Nach Ansicht der Mitarbeiter des Landratsamtes ist diese Aufgabenteilung rechtlich nicht mehr möglich, wenn – vereinfacht gesagt – die PV-Anlagen nicht mehr nur einfach auf dem Dach stehen, sondern „Teil des Gebäudes“ werden. Wie jetzt bei der Gymnasiums-Turnhalle in Weilheim, wo die Photovoltaikanlage die Fassade des Gebäudes bilden soll.

Hier besteht nach Ansicht des Landratsamtes das Problem, dass „zu viele Schnittstellen“ entstehen. Denn die EVA hat auch nicht für alles Experten im Haus, sondern beauftragt Planer und technische Dienstleister. Und die Zusammenarbeit mit all diesen verschiedenen Partnern wird immer schwieriger, wenn nicht mehr klar unterschieden werden kann, ob die Solarfassade nun „bloß“ eine PV-Anlage oder „nur“ eine Fassade ist. Betreibt das Landratsamt die Anlagen komplett selbst, müsste man sich nicht permanent miteinander abstimmen.

Deswegen solle die Zusammenarbeit mit der EVA jetzt ergebnisoffen untersucht werden, heißt es weiter. „Das weitere Vorgehen wird aktuell überprüft und im Anschluss den Kreisgremien zur Beratung und Entscheidung vorgelegt.“

Weitere PV-Anlage auf Dach des Gymnasiums in Schongau?

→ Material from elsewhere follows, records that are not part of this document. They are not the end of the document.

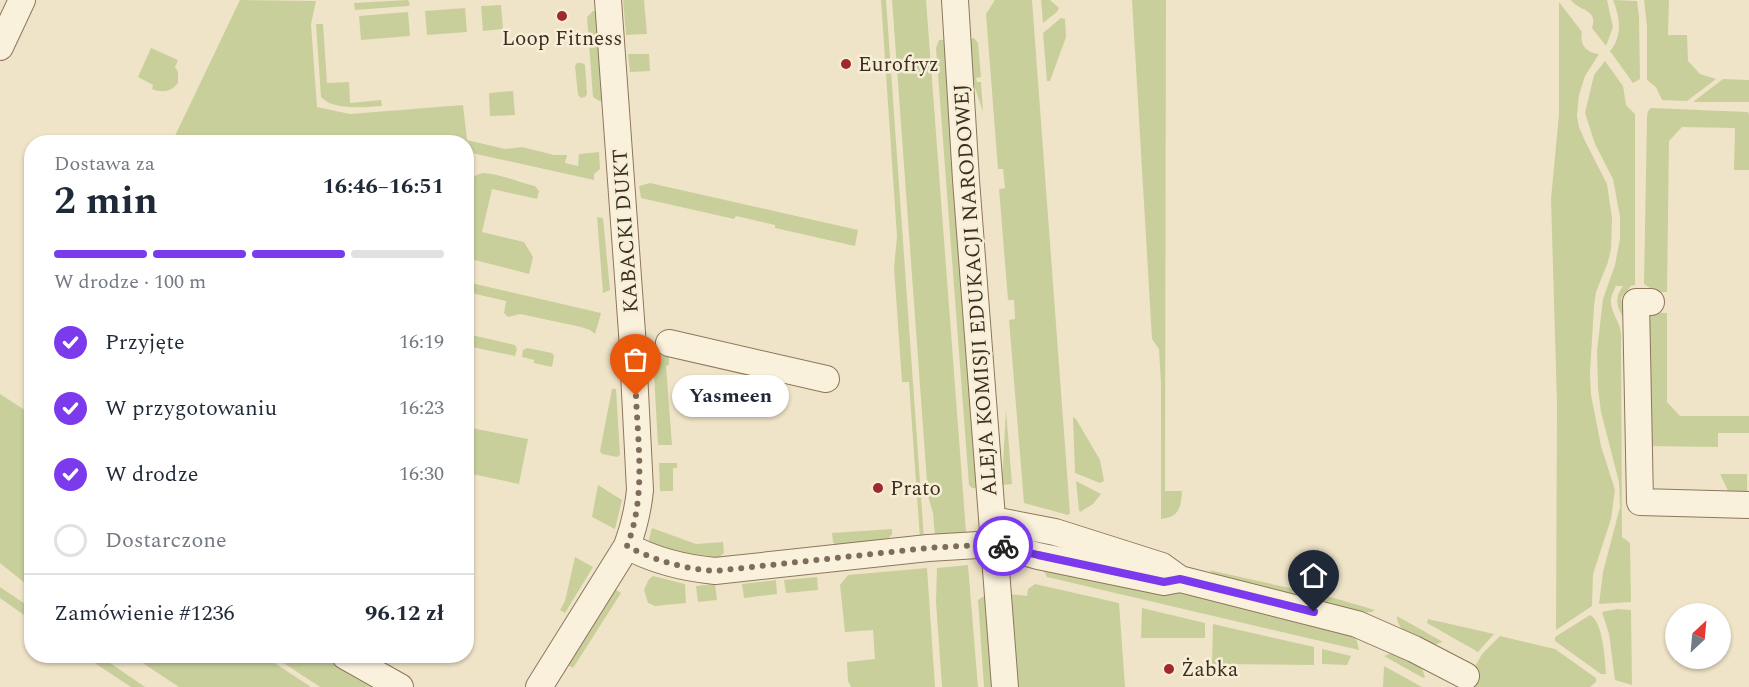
<!DOCTYPE html>
<html lang="pl">
<meta charset="utf-8">
<style>
:root{--surface:#fff;--page:#f6f6f7;--text:#1f2937;--muted:#747a83;--line:#e0e1e3;--accent:#7c3aed}
body{margin:0;font-family:Spectral,serif;background:var(--page);color:var(--text);height:100vh;display:flex;flex-direction:column;font-size:22px;white-space:nowrap}
*{box-sizing:border-box;margin:0}
p{font-size:20px;color:var(--muted)}
.icon{flex:none;width:33px;height:33px;fill:none;stroke:currentColor;stroke-width:2;stroke-linecap:round;stroke-linejoin:round}
.map{position:relative;flex:1;overflow:hidden}
.panel{position:absolute;left:24px;top:135px;width:450px;height:528px;display:flex;flex-direction:column;background:var(--surface);border-radius:24px;box-shadow:0 2px 4px #0004}
.panel>*{flex:none}
.needle{width:39px;rotate:26deg}
.buttons{position:absolute;left:1665px;top:603px;display:grid;gap:12px}
.buttons a{display:grid;place-items:center;width:66px;height:66px;border-radius:50%;background:var(--surface);box-shadow:0 2px 4px #0004;font-size:30px}
.pin{position:absolute;display:grid;place-items:center;width:51px;height:51px;color:#fff;margin:-62px -26px;border-radius:50% 50% 50% 0;rotate:-45deg;box-shadow:0 0 6px #0007}
.pin .icon{rotate:45deg}
.courier{position:absolute;display:grid;place-items:center;width:60px;height:60px;margin:-30px;border:4px solid #7c3aed;border-radius:50%;background:#fff;color:#222;box-shadow:0 2px 8px #0007}
.bubble{position:absolute;height:42px;border-radius:21px;background:var(--surface);box-shadow:0 2px 4px #0004;font-size:20px;font-weight:700;line-height:42px;text-align:center}
.headline em{font-style:normal;font-weight:700}
.headline div{display:flex;flex-direction:column-reverse}
.headline{display:flex;align-items:center;justify-content:space-between;height:102px;padding:0 30px}
h1{font-size:39px;font-weight:700;line-height:45px}
.bar{display:grid;grid-template-columns:repeat(4,1fr);gap:9px 6px;align-content:center;height:72px;padding:0 30px}
.bar i{height:8px;border-radius:4px;background:var(--line)}
.bar .selected{background:var(--accent)}
.bar p{grid-column:span 4}
.line{display:flex;align-items:center;gap:15px;padding:0 30px;border-top:2px solid var(--line)}
.line div{flex:1}
ol{padding:0 30px;list-style:none}
li{display:flex;align-items:center;gap:18px;height:66px}
li p{margin-inline-start:auto}
li .icon{padding:6px;border-radius:50%;background:var(--accent);color:#fff;stroke-width:4}
li:last-child{color:var(--muted)}
li i{width:33px;height:33px;border:3px solid var(--line);border-radius:50%}
.map>svg:first-child{display:block}
</style>
<div class="map">
<svg width="1749" height="687" viewBox="0 0 1749 687">
<rect width="100%" height="100%" fill="#f0e4c8"/>
<g fill="#c9cf9b">
<path d="M240,0L316,1L311,24L317,107L350,114L463,105L467,140L505,149L522,147L554,155H567L565,163L578,166L579,154L599,152L600,169L594,174V180L467,152L466,142H172Z"/>
<path d="M408,0L410,5L408,6L355,10L354,3Z"/>
<path d="M623,0H644L647,34L626,35Z"/>
<path d="M881,0H886L924,539H920L909,382H902L894,267L897,237Z"/>
<path d="M892,0H926L966,532L935,537L933,513L928,496Z"/>
<path d="M995,0H1032L1070,513L1068,515L1024,503L1009,320L1015,319L1014,300H1008L999,189L1005,188L1003,169H998L986,14Z"/>
<path d="M1041,0H1050L1059,8L1057,12L1043,23Z"/>
<path d="M1132,0H1166L1165,491H1182C1181,508 1179,517 1161,519V384L1159,349L1152,339Z"/>
<path d="M1571,0H1607L1613,27L1606,46L1592,28C1599,9 1578,11 1571,0Z"/>
<path d="M1613,0L1637,1L1639,17L1640,79L1633,83L1610,51C1623,36 1620,17 1613,0Z"/>
<path d="M1644,0H1669L1668,35H1687L1688,61L1700,74L1716,79L1687,101L1662,100L1656,87L1647,80V26Z"/>
<path d="M1559,2L1582,32C1579,45 1587,53 1599,54L1585,76L1579,95L1577,116L1579,127L1585,141L1607,184L1612,218L1611,249L1608,262L1596,292L1594,306L1590,373L1591,395L1601,446L1615,490L1611,519L1593,574L1592,606L1556,630L1557,403L1551,199L1559,114Z"/>
<path d="M501,5L503,29L483,31L481,6Z"/>
<path d="M465,8L467,32L427,35L425,11Z"/>
<path d="M593,11H597L605,101H599L593,97L587,17Z"/>
<path d="M408,12L410,36L361,40L359,16Z"/>
<path d="M1061,18L1065,19L1066,37L1050,81H1047L1043,33Z"/>
<path d="M316,24H323L327,83L349,82L350,103L381,100L382,106C365,107 334,111 321,97Z"/>
<path d="M974,38L978,43L981,77L976,78L977,82H981L983,112L970,72L969,39Z"/>
<path d="M939,40H946L979,488H972L969,485L936,48Z"/>
<path d="M151,48L178,60L175,67L178,72V83C171,92 163,93 152,89L153,85L138,77Z"/>
<path d="M628,54H649L650,71L630,72Z"/>
<path d="M1605,61L1623,86L1626,105L1635,114V285L1631,286L1621,298L1627,321C1617,310 1613,299 1623,286H1616C1614,290 1611,296 1611,300C1610,311 1620,322 1621,333L1622,537L1630,543L1631,602L1599,604L1603,572L1620,507L1619,482L1601,412L1598,388L1597,351L1603,299L1615,265L1620,239V217L1613,179L1595,144L1585,113L1594,75Z"/>
<path d="M577,63H582L585,65L587,94L585,97L581,98L578,95L575,66Z"/>
<path d="M1723,79L1749,80V102H1693Z"/>
<path d="M513,91L515,115L490,116L489,93Z"/>
<path d="M1651,108L1748,112L1749,115V170H1734L1735,128L1682,127L1669,141L1667,292H1656L1644,284L1647,117L1648,111Z"/>
<path d="M483,173C502,174 517,182 535,186L539,191L537,199L492,189L482,232L524,242L533,257L529,274L467,258C466,240 463,194 471,180C473,176 478,174 483,173Z"/>
<path d="M650,183L858,230L855,246L775,228V225L736,216L734,219L641,198L639,186Z"/>
<path d="M597,217L603,218L610,290L603,293Z"/>
<path d="M467,282L601,313L595,334L590,330L581,327L520,314L508,317L504,313L506,301L467,292Z"/>
<path d="M1645,312L1667,313V402L1680,416H1749V433H1718V447L1647,446Z"/>
<path d="M467,334L515,345L517,349L515,356L467,346Z"/>
<path d="M527,348L552,353L554,356L552,367L534,363V360L522,357L523,350Z"/>
<path d="M656,355L669,356V365L666,366L672,445H658L653,357Z"/>
<path d="M612,389H616L620,455L617,457L602,454L600,451Z"/>
<path d="M0,394L31,414V588L0,563Z"/>
<path d="M1006,410L1012,484L1002,485V481Z"/>
<path d="M1073,417L1076,419L1100,460L1104,481L1100,483L1075,473Z"/>
<path d="M466,427L528,439L519,484L467,473Z"/>
<path d="M659,463H677V468H673V491H660Z"/>
<path d="M1720,474H1747V490L1745,494L1731,497Z"/>
<path d="M1076,481L1101,494L1093,504L1080,512L1079,510Z"/>
<path d="M598,485L622,500L615,529L592,517Z"/>
<path d="M652,528L696,544L723,542L724,553L717,559L661,550L648,543Z"/>
<path d="M892,529V534L885,543L837,547L833,542L832,533Z"/>
<path d="M575,557L593,567L565,613L560,610L565,601Z"/>
<path d="M968,565L978,687H942L936,602L937,568Z"/>
<path d="M927,568L935,687H851L848,681L847,662L875,659L873,630L845,632L840,585L848,575Z"/>
<path d="M1042,568L1134,586L1221,600L1352,634L1357,641L1359,650L1047,577Z"/>
<path d="M1209,570L1334,598L1375,610L1372,612L1364,613C1335,606 1224,585 1209,570Z"/>
<path d="M653,576L685,584L686,603L655,606L648,603L644,590L649,579Z"/>
<path d="M817,577L818,590L786,593L784,580Z"/>
<path d="M776,580L777,594L744,598L742,584Z"/>
<path d="M715,584L717,600L698,602L696,586Z"/>
<path d="M1035,584L1119,603L1125,687H1017L1010,594L1027,596L1028,589Z"/>
<path d="M0,587L31,608V620L0,598Z"/>
<path d="M613,588L621,593L573,668L565,663Z"/>
<path d="M984,596L987,598L994,687H984L978,600Z"/>
<path d="M1142,608L1205,623V638H1141Z"/>
<path d="M1617,609L1631,610L1632,685L1615,680L1609,634L1602,612Z"/>
<path d="M1590,615C1603,621 1605,660 1606,674H1601L1555,641V637Z"/>
<path d="M1397,616L1443,642L1430,646C1417,638 1397,633 1397,616Z"/>
<path d="M1428,619L1494,634L1478,652L1427,623Z"/>
<path d="M1213,624L1314,647V665L1212,664Z"/>
<path d="M1500,636L1555,649L1596,678V682L1590,687H1464L1482,654Z"/>
<path d="M1322,649L1351,656L1347,665L1322,664Z"/>
<path d="M1395,652L1421,665L1425,677L1423,678L1384,656Z"/>
<path d="M84,656H100L145,687H131Z"/>
<path d="M132,656H264L311,687H179Z"/>
<path d="M273,656H321L377,687H320Z"/>
<path d="M1384,666L1422,687H1383Z"/>
</g>
<g fill="none" stroke-linecap="round" stroke-linejoin="round">
<g stroke="#8d765c" stroke-width="28">
<g id="minor">
<path d="M955,0L966,180L1005,687"/>
<path d="M0,47L22,0"/>
<path d="M1651,302H1636L1640,502L1749,505"/>
<path d="M669,343L826,379"/>
<path d="M993,520L1055,532L1162,566L1180,579L1357,624L1414,649L1466,676"/>
<path d="M627,546C653,560 684,568 715,571L928,548L995,544L1038,556L1164,582L1180,579"/>
<path d="M345,656L400,687"/>
<path d="M539,687L627,546C634,527 638,510 640,490L632,333L608,0"/>
</g>
</g>
<use href="#minor" stroke="#faf1dc" stroke-width="26"/>
</g>
<g fill="none" stroke-linecap="round" stroke-linejoin="round">
<path stroke="#7c6e5b" stroke-width="6" stroke-dasharray="0 10.8" d="M636,396C638,447 646,497 627,546C653,560 684,569 715,571L928,548L995,544L1003,546"/>
<path stroke="#7c3aed" stroke-width="8" d="M1003,546L1038,555L1164,582L1180,579L1314,612"/>
</g>
<g fill="#9e2a2b" stroke="#f7eed8" stroke-width="2">
<circle cx="562" cy="16" r="6"/>
<circle cx="846" cy="64" r="6"/>
<circle cx="878" cy="488" r="6"/>
<circle cx="1169" cy="669" r="6"/>
</g>
<g text-anchor="middle" stroke-width="5" stroke-linejoin="round" paint-order="stroke">
<g font-size="21" fill="#3d2e20" stroke="#f7eed8" text-anchor="start">
<text x="562" y="45" text-anchor="middle">Loop Fitness</text>
<text x="858" y="71">Eurofryz</text>
<text x="890" y="495">Prato</text>
<text x="1181" y="676">Żabka</text>
</g>
<g font-size="21" fill="#3d2e20" stroke="#f7eed8">
<text transform="translate(625 231) rotate(-94)" y="7">KABACKI DUKT</text>
<text transform="translate(975 290) rotate(-94)" y="7">ALEJA KOMISJI EDUKACJI NARODOWEJ</text>
</g>
</g>
</svg>
<div class="buttons">
<a><svg class="needle" viewBox="-14 -14 28 28"><path d="M0-13l5 13h-10z" fill="#e53935"/><path d="M0 13l5-13h-10z" fill="#747a83"/></svg></a>
</div>
<div class="pin" style="left:636px;top:396px;background:#ea580c"><svg class="icon" aria-label="bag" viewBox="0 0 24 24"><path d="M5 8h14l-1 12H6zM9 8a3 3 0 0 1 6 0"/></svg></div>
<div class="pin" style="left:1314px;top:612px;background:#1f2937"><svg class="icon" aria-label="home" viewBox="0 0 24 24"><path d="M3 11l9-7 9 7M6 9v11h12V9"/></svg></div>
<div class="courier" style="left:1003px;top:546px"><svg class="icon" aria-label="bike" viewBox="0 0 24 24"><circle cx="6" cy="16" r="4"/><circle cx="18" cy="16" r="4"/><path d="M6 16l4-8h5l3 8M10 8l3 8H6M13 5h3"/></svg></div>
<div class="bubble" style="left:672px;top:375px;width:117px">Yasmeen</div>
<section class="panel">
<div class="headline"><div><h1>2 min</h1><p>Dostawa za</p></div><em>16:46–16:51</em></div>
<div class="bar"><i class="selected"></i><i class="selected"></i><i class="selected"></i><i></i><p>W drodze · 100 m</p></div>
<ol>
<li><svg class="icon" aria-label="check" viewBox="0 0 24 24"><path d="M5 12l5 5 9-10"/></svg>Przyjęte<p>16:19</p></li>
<li><svg class="icon" aria-label="check" viewBox="0 0 24 24"><path d="M5 12l5 5 9-10"/></svg>W przygotowaniu<p>16:23</p></li>
<li><svg class="icon" aria-label="check" viewBox="0 0 24 24"><path d="M5 12l5 5 9-10"/></svg>W drodze<p>16:30</p></li>
<li><i></i>Dostarczone</li>
</ol>
<div class="line" style="height:78px"><div>Zamówienie #1236</div><b>96.12 zł</b></div>
</section>
</div>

In diesem Zusammenhang wird auch geprüft, ob für die Übernahme der Aufgaben direkt durch das Landratsamt weiteres Personal benötigt wird. Mit erheblichen Mehrkosten rechnet man in der Verwaltung dabei allerdings nicht: „Grundsätzlich würde sich der mit dem Anlagenbetrieb verbundene Aufwand lediglich von der EVA GmbH auf den Landkreis verschieben.“

Den eingeschlagenen Weg, die kreiseigenen Liegenschaften zunehmend mehr mit selbst erzeugtem Strom zu versorgen, will das Landratsamt übrigens beibehalten. So könnte beispielsweise auch noch das Dach auf dem Erweiterungsbau des Gymnasiums in Schongau in absehbarer Zeit mit Modulen belegt werden, wie das Landratsamt weiter mitteilte.